Like so many things about the Israel-Palestine situation this is a hard hard decision, but that makes it so much more important for us to stand up for what we believe.

Finally, can I recommend you go read Poneke’s contribution to the debate – he doesn’t agree with me, but as usual his arguments and well thought through and he stands up for what he believes.

At the movies in San Francisco

For a crusty old lefty, there’s no place better than San Francisco to spend some time. SF’s inclusive, emancipating social values, oddly out of place in hyper-capitalist, dog-eat-dog U.S.A., warm the heart.

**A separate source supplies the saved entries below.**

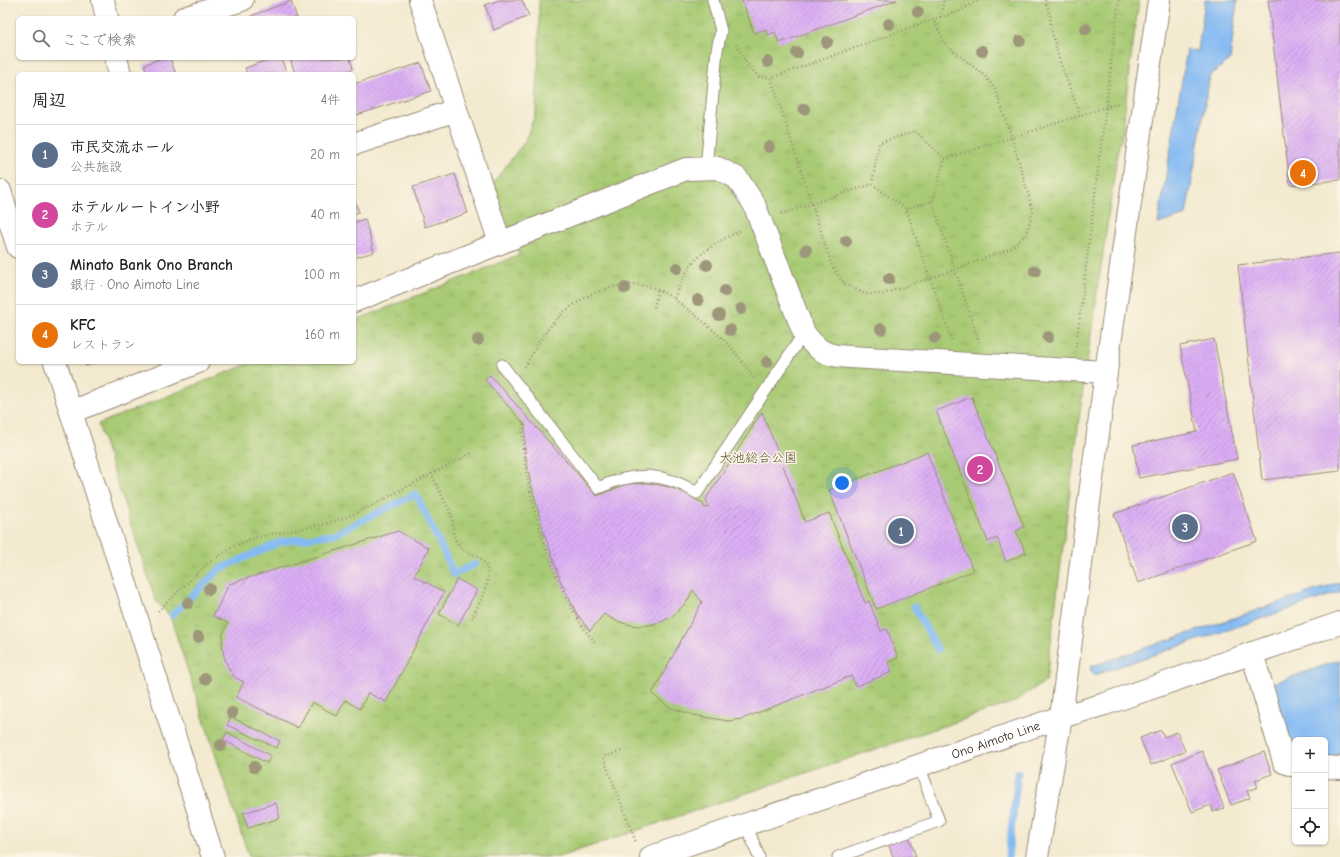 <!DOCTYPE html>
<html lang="ja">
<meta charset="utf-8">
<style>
body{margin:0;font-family:"Comic Neue","Klee One",sans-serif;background:#f2f2f2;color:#222}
.controls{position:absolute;right:12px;bottom:12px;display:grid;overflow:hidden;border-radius:6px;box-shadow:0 1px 3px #0004}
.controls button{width:36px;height:36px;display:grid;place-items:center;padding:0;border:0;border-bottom:1px solid #e0e0e0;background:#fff;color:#222;font:20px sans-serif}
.you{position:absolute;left:842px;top:483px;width:14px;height:14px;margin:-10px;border:3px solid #fff;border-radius:50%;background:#1a73e8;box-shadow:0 0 0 6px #1a73e833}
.badge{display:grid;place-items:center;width:26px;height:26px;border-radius:50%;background:#d93025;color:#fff;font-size:13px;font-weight:700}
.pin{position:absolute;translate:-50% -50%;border:2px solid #fff;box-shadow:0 1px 4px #0006}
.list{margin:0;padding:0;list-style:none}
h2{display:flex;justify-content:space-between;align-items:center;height:52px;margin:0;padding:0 16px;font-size:17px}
h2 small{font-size:13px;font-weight:400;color:#767676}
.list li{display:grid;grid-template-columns:26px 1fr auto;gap:12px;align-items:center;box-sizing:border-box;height:60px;padding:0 16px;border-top:1px solid #e0e0e0}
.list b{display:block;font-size:15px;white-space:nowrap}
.list p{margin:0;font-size:13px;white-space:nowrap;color:#767676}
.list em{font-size:13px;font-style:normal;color:#767676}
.icon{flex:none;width:22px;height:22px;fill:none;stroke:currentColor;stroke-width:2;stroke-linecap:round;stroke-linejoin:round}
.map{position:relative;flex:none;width:1340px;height:857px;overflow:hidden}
.search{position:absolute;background:#fff;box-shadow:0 1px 3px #0004;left:16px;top:16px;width:340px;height:44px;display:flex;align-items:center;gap:10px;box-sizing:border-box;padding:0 14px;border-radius:6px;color:#767676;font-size:15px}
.panel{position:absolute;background:#fff;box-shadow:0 1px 3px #0004;left:16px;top:72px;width:340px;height:292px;border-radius:6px}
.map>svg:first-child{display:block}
.park{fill:url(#park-tufts);stroke:#727a49}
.water{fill:#83baf3;stroke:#5f7288}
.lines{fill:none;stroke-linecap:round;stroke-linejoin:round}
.stream{stroke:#83baf3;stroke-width:7}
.building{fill:url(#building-hatch)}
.service-casing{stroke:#978a77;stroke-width:13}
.minor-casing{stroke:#978a77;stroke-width:24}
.tertiary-casing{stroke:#978a77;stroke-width:24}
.primary-casing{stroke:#978a77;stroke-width:24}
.path{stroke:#978a77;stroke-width:2.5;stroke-dasharray:1 3;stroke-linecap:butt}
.service{stroke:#fff;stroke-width:11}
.minor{stroke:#fff;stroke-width:22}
.tertiary{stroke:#fff;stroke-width:22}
.primary{stroke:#fff;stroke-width:22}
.tree{fill:#9d967a}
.labels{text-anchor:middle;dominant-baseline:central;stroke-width:3;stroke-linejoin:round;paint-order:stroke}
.park-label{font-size:13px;fill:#565234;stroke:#fcf5e5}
.street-label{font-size:13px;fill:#3b2a1e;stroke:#fcf5e5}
</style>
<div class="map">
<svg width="1340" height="857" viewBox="0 0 1340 857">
<defs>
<pattern id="park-tufts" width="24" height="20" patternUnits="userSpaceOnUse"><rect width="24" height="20" fill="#a9cb74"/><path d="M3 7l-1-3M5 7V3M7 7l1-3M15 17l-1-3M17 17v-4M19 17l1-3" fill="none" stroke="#92ae64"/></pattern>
<pattern id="building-hatch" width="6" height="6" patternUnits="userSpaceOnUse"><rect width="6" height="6" fill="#dcaff5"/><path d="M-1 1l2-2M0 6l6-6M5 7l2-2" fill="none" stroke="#b48fc6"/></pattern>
</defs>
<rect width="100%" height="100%" fill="#fcf5e5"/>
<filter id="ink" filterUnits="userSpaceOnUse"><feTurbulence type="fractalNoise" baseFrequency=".025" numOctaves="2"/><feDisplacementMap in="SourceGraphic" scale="8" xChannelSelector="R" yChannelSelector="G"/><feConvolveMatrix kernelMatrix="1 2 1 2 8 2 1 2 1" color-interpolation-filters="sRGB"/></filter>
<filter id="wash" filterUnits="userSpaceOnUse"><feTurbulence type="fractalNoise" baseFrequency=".012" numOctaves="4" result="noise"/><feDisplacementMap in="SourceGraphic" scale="16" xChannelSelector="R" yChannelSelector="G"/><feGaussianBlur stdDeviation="0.9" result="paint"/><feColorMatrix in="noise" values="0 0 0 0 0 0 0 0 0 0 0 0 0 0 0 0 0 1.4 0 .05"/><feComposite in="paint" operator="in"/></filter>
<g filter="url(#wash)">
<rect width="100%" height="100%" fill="#f3ead0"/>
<!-- park -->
<path class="park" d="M539,0H1139L1129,71L1122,138L1119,143L1082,396L1046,681L1027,693L1017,701L559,857H249L170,616L156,601L98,424L253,362H354V321L519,255L493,183L525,141L536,112L539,49Z"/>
<!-- water -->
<g class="water">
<path d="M1205,0H1237L1230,60L1210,75L1186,215L1158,224L1187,50L1198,51Z"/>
<path d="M1340,582V592L1094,675L1090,669L1092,666Z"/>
<path d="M1340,660V758H1325V740H1295V757H1293L1271,684Z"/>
</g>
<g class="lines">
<!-- stream -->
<g class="stream">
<path d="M914,607L938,650"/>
<path d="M172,615L220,569L280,542L334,534L416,494L454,574L476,564"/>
<path d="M1008,857L1018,773"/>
</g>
</g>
<g id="blocks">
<!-- building -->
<g class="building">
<path d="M499,0H522L529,16L494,30L485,5Z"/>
<path d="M742,0H897L779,43L775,32L768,35L766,29L754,33Z"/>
<path d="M1268,0H1340V180L1290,185Z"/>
<path d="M291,1L297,18H252L251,16Z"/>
<path d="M162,58H170L176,74H148L144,65Z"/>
<path d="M273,58H281L287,74H247L245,68Z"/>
<path d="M290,58H350L353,69L338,74H295Z"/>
<path d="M421,63L431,91L354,116V84Z"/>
<path d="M455,174L468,213L425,227L413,187Z"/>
<path d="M354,199L359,212L354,214Z"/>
<path d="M365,219L374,252L354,258V222Z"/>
<path d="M1340,253V471L1262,480L1238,265Z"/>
<path d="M1214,339L1237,459L1139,478L1133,445L1197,432L1180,346Z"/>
<path d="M85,362H97L86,366Z"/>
<path d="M490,375L597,496L626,484L648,483L669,487L687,493L703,504L705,508L709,507L706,499L762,412L805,522L829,513L865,603L869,601L881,631L887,629L898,658L888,662L892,672L856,686L851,676L742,719L728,721L693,715L669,707L652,694L702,602L693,590L688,600L680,609L671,617L661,622L649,625L637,626L626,624L614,620L604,614L590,631L577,614L561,582L544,533L530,480L525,452V425L485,380Z"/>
<path d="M972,397L1024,527L1016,531L1026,553L1006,562L997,538L988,542L936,411Z"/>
<path d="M927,452L973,571L876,609L829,490Z"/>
<path d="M1233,472L1257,541L1138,583L1114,514Z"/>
<path d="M398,531L429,548L414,576L444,592L386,702L368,693L360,709L345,700L337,716L312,702L298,728L236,697L244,682L234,677L228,667L224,656L222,643L223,633L228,623L213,616L229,584Z"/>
<path d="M457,579L477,590L458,625L439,614Z"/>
<path d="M231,717L280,741L277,748L227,725Z"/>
<path d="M1161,730L1164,737L1177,732L1185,751L1151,765L1140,738Z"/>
<path d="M227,732L271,756L267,763L223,740Z"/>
<path d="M1202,751L1224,808L1213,812L1211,805L1192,812L1172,763Z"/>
<path d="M1264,752L1272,774L1255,780L1258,787L1247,791L1250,798L1231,805L1217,770Z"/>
<path d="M276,803L280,818L248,828L243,813Z"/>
<path d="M906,827L916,857H893L885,834Z"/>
</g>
</g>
</g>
<g filter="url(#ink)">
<use href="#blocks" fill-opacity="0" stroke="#978a77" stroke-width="1"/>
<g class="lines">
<defs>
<g id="service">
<path d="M706,168L717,50L721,31L713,0"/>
<path d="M502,365L598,488C634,471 664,472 697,493L804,333"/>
<path d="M746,824L759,857"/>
<path d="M838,857L939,821L919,765"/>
</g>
<g id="minor">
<path d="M103,0L107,18"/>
<path d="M420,0L500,243"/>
<path d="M184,18L242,0"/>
<path d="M116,58L120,74"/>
<path d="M354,144L456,110"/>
<path d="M354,301L686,169L718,168L737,178L754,204L804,333C818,352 827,356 850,357L1106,372"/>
<path d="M71,412L198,362"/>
<path d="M1252,653L1284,762L1295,766"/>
<path d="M1325,767L1340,768"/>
<path d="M1037,857L1061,717"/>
</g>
<g id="tertiary">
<path d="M0,191L18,247"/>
<path d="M55,362L213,857"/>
<path d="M1061,717L1106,372L1159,0"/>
</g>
<g id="primary">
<path id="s1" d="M651,857L1061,717L1105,704L1340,623"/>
</g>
</defs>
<!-- service casing -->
<use href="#service" class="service-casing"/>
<!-- minor casing -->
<use href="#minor" class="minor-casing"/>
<!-- tertiary casing -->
<use href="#tertiary" class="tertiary-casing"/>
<!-- primary casing -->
<use href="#primary" class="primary-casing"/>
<!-- path -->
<g class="path">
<path d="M1045,0L1050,14L1051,28L1059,59L1080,115"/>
<path d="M940,17L958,12L979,0"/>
<path d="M736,44L746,63L759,77L771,78L940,17L944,0"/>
<path d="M771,78L832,266L844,284L866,294H883L954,270L1012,248L1026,234L1033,211L1012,138L995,89L985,76L946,45L933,19"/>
<path d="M945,159L1122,102"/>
<path d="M872,184L906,209L952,341"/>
<path d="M872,184L879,143L915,131L945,159"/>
<path d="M932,201L979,342"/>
<path d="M906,209L932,201L945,159"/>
<path d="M781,214L872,184"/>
<path d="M674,298C678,290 681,281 686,273C698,252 719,241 740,231"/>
<path d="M654,307L658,290"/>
<path d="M1076,347L1119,0"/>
<path d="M525,367C533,351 543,334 555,321C577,296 623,275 656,289C668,294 678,302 689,310C706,324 724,338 738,356C743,363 748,370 754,378"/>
<path d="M523,424C518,477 557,603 595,642"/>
<path d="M431,473C436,483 441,494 446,504C448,507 450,511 451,515C454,524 452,532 456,541C461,551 469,552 478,557C500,570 480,602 472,617L475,620"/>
<path d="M158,611L207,564L236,545L257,537L325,524L341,519L363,510L472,453"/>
<path d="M621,751L603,757L636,842"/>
</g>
<!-- service -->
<use href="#service" class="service"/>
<!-- minor -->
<use href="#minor" class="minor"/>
<!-- tertiary -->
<use href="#tertiary" class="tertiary"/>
<!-- primary -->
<use href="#primary" class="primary"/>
</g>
<!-- trees -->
<g class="tree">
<circle cx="918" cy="12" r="6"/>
<circle cx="889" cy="24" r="6"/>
<circle cx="1086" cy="29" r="6"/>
<circle cx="1020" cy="41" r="6"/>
<circle cx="827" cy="42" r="6"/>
<circle cx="982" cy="51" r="6"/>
<circle cx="797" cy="53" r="6"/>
<circle cx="768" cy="62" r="6"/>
<circle cx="804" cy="109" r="6"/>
<circle cx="769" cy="147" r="6"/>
<circle cx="846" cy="241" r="6"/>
<circle cx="806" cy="250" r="6"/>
<circle cx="707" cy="265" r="6"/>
<circle cx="677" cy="268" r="6"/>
<circle cx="1035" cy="271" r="6"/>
<circle cx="889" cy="279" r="6"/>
<circle cx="625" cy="288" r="6"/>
<circle cx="725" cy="291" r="6"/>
<circle cx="698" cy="300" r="6"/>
<circle cx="741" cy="309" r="6"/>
<circle cx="719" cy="315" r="6"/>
<circle cx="881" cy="329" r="6"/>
<circle cx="730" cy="330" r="6"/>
<circle cx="1048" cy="337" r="6"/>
<circle cx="935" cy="338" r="6"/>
<circle cx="478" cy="340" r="6"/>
<circle cx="767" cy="362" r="6"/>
<circle cx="209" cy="589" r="6"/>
<circle cx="188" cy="603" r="6"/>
<circle cx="198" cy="637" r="6"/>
<circle cx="205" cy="679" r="6"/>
<circle cx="232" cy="713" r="6"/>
<circle cx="221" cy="745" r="6"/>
<circle cx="254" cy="767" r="6"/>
</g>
</g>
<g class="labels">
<!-- park labels -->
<g class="park-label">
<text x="758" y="457">大池総合公園</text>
</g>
<!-- street labels -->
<g class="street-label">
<text stroke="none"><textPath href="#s1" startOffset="364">Ono Aimoto Line</textPath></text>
</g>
</g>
</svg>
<div class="controls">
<button>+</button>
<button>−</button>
<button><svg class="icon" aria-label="locate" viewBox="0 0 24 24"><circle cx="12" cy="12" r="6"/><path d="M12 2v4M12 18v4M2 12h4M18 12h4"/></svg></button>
</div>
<div class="you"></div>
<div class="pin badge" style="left:901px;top:531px;background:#5c6f8a">1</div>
<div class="pin badge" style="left:980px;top:469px;background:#d1479c">2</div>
<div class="pin badge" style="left:1185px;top:527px;background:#5c6f8a">3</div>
<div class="pin badge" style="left:1303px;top:173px;background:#e8710a">4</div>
<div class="search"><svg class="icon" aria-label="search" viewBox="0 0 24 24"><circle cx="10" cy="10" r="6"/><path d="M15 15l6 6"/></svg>ここで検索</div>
<section class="panel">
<h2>周辺<small>4件</small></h2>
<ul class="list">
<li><span class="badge" style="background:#5c6f8a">1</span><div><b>市民交流ホール</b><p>公共施設</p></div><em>20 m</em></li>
<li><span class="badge" style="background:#d1479c">2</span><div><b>ホテルルートイン小野</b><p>ホテル</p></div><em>40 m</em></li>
<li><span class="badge" style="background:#5c6f8a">3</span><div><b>Minato Bank Ono Branch</b><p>銀行 · Ono Aimoto Line</p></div><em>100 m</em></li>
<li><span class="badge" style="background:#e8710a">4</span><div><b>KFC</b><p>レストラン</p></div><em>160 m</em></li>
</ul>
</section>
</div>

Where better to see Milk, the biopic about the martyred gay activist and SF city politician?

Inevitably, the taxi ride to the cinema merged into the experience. Driving through the Tenderloin in the half-light of early evening, we passed the soup kitchen on Ellis St. For more than a block, the poor and homeless queued silently, two or three deep, abject and despairing. In jarring contrast with this grim spectacle, we pulled up to the cinema in a former Cadillac dealership on Van Ness, resplendent with its restored opulence. Plus ca change?

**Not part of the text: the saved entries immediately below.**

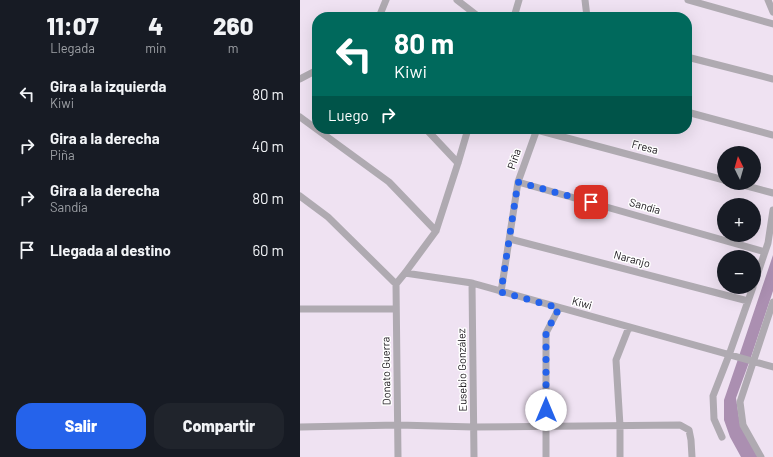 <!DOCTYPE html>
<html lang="es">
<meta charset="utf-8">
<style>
body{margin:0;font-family:Barlow,sans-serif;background:#20242c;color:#f1f3f6;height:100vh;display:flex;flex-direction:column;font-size:15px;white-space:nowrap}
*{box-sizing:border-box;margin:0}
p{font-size:13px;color:#9ea1a6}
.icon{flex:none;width:22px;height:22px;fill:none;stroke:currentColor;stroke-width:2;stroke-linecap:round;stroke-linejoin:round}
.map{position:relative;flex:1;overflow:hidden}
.panel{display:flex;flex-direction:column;background:#171b24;width:300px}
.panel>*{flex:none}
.banner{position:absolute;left:12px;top:12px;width:380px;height:122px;border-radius:16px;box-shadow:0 4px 16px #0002;background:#00695c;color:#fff;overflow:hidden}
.needle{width:26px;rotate:355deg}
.fabs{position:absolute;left:417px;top:146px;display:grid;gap:8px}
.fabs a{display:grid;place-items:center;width:44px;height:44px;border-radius:50%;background:#171b24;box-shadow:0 4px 16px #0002;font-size:20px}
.pin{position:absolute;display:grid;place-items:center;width:34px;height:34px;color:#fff;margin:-17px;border-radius:8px;box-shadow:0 2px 6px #0006}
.me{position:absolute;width:44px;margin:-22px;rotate:0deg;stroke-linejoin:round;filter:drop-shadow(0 0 3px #0008)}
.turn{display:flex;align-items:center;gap:14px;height:84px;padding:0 16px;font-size:18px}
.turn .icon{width:52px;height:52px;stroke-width:2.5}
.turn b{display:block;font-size:28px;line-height:34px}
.then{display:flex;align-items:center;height:38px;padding:0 16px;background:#0003;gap:8px;font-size:15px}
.eta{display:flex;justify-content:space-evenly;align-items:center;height:68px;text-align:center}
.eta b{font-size:24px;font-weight:800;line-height:28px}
.button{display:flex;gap:8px;margin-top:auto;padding:8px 16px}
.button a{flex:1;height:46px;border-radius:16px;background:#2563eb;color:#fff;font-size:16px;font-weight:800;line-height:46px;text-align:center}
.button a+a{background:#20242c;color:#f1f3f6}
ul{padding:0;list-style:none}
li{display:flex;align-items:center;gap:12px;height:52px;padding:0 16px}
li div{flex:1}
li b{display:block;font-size:15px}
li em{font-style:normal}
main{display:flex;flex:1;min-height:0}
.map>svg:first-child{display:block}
.water{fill:#ab8fb1}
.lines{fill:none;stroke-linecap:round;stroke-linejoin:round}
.street{stroke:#afaab1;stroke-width:7}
.route{stroke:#2563eb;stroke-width:7;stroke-dasharray:0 12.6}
.labels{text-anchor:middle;stroke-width:3;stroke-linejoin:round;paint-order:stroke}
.street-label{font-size:11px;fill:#181419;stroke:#fff}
</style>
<main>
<section class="panel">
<div class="eta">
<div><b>11:07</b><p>Llegada</p></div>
<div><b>4</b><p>min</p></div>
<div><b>260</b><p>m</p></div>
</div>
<ul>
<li><svg class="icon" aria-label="left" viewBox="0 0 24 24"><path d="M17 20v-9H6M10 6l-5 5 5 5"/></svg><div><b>Gira a la izquierda</b><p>Kiwi</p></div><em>80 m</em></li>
<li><svg class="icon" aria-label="right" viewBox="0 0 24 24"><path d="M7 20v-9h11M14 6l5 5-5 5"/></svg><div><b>Gira a la derecha</b><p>Piña</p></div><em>40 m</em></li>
<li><svg class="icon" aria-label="right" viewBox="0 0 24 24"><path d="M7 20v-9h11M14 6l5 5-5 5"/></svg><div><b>Gira a la derecha</b><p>Sandía</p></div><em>80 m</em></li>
<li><svg class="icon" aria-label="arrive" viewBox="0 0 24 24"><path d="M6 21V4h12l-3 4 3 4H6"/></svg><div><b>Llegada al destino</b></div><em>60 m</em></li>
</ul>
<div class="button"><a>Salir</a><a>Compartir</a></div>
</section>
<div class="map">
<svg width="473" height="457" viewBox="0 0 473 457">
<rect width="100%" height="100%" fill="#efe2f2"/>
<path class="water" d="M 473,255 L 473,291 L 451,357 L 436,398 L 440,424 L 458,457 L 441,457 L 430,437 L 424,420 L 424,400 L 436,365 Z"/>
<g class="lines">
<path class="street" d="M 157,0 L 179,17
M 285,0 L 287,17
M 388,0 L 473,24
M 468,0 L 473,12
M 79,17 L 86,0
M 214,17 L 219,0
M 387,57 L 473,79
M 0,79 L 17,70
M 387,112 L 473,135
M 0,117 L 89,182 L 136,231
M 126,129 L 158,163
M 237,130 L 424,180
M 218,182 L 465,252
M 436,183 L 473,193
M 0,196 L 28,217 L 96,284
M 210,239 L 448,301
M 105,273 L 172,283 L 473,367
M 172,283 L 174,457
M 96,284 L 105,273 L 136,231 L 158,163 L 168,129
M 96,284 L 98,457
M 454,284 L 468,243 L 473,210
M 201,292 L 218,182 L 237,129
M 0,309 L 96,309
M 0,427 L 98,425 L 174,427 L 380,425 L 389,430 L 391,440 L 392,457
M 422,437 L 414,419 L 413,396 L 429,355 L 453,287
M 246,457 L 246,333 L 259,308
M 320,457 L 320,426 L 316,360 L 329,327
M 461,457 L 443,425 L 440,402 L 473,302"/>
</g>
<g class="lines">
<path class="route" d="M 246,410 L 246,333 L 259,308 L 201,292 L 218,182 L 291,202"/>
</g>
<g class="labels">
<g class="street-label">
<text transform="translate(345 147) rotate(15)" y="4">Fresa</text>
<text transform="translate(214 159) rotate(-71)" y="4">Piña</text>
<text transform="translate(345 206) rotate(16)" y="4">Sandía</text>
<text transform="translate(332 259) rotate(15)" y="4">Naranjo</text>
<text transform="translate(282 303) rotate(15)" y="4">Kiwi</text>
<text transform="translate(162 370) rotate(-91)" y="4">Eusebio González</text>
<text transform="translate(86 371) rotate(-91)" y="4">Donato Guerra</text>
</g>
</g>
</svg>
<div class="fabs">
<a><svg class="needle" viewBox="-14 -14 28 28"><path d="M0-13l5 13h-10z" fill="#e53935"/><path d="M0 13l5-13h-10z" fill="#9ea1a6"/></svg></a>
<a>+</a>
<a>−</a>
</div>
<div class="pin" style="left:291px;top:202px;background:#d93025"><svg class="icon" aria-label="arrive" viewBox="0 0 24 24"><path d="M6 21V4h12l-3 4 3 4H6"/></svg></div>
<svg class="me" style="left:246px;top:410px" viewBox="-20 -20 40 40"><circle r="19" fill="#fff"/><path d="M0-13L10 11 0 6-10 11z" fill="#2563eb"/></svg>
<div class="banner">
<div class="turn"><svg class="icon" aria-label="left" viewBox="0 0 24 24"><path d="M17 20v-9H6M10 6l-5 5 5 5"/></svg><div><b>80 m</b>Kiwi</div></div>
<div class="then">Luego<svg class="icon" aria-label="right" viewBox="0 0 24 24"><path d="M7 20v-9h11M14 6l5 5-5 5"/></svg></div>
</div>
</div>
</main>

Milk is deeply moving, not least because of its authenticity. Sean Penn’s almost too-perfect mimicry of Milk’s mannerisms is reinforced by a supporting cast that includes members of the original group of associates. It’s a really well-made movie, and Penn’s and Josh Brolin’s performances are the stuff of Oscars. I’ve never seen raw archival footage integrated into a non-doco so seamlessly. The ending, operatic and defiant, is a paean not just to Harvey Milk, but to the movement that he inspired. In the wake of Prop 8, the movie is eerily apposite, but provides a timely reminder that the forces of reaction can be overcome, though not without set-backs.

By chance, the walk down to the Van Ness MUNI Station afterwards took us right past City Hall. A group of Sherriff’s deputies came swaggering out, brimming with the confidence of authority and the lethal firepower attached to their belts. Plus ca change indeed.

Rights vs traditional values

Over at Still Truckin’, Ari’s posted about the effect of the same-sex marriage debate in the United States. While I’m not totally in agreement that a scaring the conservatives is a huge success (it’s not that hard for a start :) it has illuminated a huge divide within the United States, and perhaps within our own community.

Some of the academic analysis has looked at the tension between the “rights” frame and the “traditional values” frame which occurs in the debate. On the one hand we have GLBT communities arguing for equal rights, on the other some conservative Christian communities trying to protect the traditional values of their faith and the wider society. In much of the world the “rights” frame reigns supreme, but in the US they seem to have found the tipping point, and the rights arguments that win elsewhere fail in the face of moral and social conservatism and the defence of the family.

In New Zealand we see the same divide: Civil Unions, Prostitution Law Reform (rights of the sex workers to safety vs traditional values of sex-within-marriage), section 59 (rights of the child vs traditional values of child rearing and families). With section 59 are we coming toward the tipping point; where the traditional values of some will outweigh the arguments for the rights of children?

And if we are shifting the balance in those newer rights spaces, will we see it shift in existing issues?

In particular National’s plans for education raise that flag for me – increasing funding for independent schools but capping spending? It sounds like it’ll decrease equity of access to quality education for all students (so a step backwards for children’s rights) to afford an increase in funding for schools specialising in traditional morals teaching.

So, will we follow the US and let a conservative groups arguing for traditional values start to eat away the rights gains? Or will we stay true to NZ’s progressive history of advancing our citizen’s rights?